### EXERCISE DETAILS
Only the lines holding "California" are wanted. Copy every one from the records below.

☆ ☆ ☆ ☆

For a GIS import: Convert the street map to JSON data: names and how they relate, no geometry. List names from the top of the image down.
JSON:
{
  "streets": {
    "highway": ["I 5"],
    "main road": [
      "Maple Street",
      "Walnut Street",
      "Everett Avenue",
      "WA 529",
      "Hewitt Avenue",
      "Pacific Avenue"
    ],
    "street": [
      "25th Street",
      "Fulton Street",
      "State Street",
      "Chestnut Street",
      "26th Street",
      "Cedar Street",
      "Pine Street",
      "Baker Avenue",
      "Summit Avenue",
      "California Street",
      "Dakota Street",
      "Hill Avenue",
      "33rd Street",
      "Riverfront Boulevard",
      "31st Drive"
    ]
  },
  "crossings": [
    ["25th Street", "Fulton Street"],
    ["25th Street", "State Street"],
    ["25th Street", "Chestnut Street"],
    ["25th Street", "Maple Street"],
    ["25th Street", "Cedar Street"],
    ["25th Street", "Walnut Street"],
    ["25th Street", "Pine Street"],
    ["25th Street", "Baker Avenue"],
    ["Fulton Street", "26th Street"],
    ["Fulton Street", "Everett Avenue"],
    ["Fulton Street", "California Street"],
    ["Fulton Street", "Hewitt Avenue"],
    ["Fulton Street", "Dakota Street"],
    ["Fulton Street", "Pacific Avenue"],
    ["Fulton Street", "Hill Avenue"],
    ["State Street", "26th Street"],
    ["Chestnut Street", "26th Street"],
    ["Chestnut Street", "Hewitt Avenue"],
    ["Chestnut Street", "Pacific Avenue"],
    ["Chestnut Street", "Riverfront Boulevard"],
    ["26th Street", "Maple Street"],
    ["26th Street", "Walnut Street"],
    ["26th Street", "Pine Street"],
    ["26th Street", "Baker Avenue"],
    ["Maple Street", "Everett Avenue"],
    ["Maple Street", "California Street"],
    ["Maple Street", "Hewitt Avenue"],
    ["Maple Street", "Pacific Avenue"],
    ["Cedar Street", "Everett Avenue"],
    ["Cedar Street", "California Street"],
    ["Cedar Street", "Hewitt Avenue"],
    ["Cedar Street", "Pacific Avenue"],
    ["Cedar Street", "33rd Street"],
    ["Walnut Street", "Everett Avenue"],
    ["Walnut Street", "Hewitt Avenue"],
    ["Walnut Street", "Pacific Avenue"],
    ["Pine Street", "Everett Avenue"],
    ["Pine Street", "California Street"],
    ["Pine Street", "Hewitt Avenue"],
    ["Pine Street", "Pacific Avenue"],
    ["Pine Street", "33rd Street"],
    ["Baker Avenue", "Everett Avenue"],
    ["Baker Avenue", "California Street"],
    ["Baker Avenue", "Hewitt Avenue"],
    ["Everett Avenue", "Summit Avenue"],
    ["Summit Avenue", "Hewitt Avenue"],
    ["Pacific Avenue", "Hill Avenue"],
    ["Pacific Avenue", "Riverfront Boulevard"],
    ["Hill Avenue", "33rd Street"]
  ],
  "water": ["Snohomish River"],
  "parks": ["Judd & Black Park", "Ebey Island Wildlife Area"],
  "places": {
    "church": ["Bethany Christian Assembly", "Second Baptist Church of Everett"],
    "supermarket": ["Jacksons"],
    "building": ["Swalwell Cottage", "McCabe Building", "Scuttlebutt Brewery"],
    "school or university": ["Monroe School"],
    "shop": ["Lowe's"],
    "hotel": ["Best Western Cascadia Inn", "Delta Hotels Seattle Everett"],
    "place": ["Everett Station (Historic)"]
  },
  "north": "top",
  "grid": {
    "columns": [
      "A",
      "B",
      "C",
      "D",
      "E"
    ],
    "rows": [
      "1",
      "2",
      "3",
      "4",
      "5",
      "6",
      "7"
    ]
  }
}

☆ ☆ ☆ ☆

### RESPONSE
      "California Street",
    ["Fulton Street", "California Street"],
    ["Maple Street", "California Street"],
    ["Cedar Street", "California Street"],
    ["Pine Street", "California Street"],
    ["Baker Avenue", "California Street"],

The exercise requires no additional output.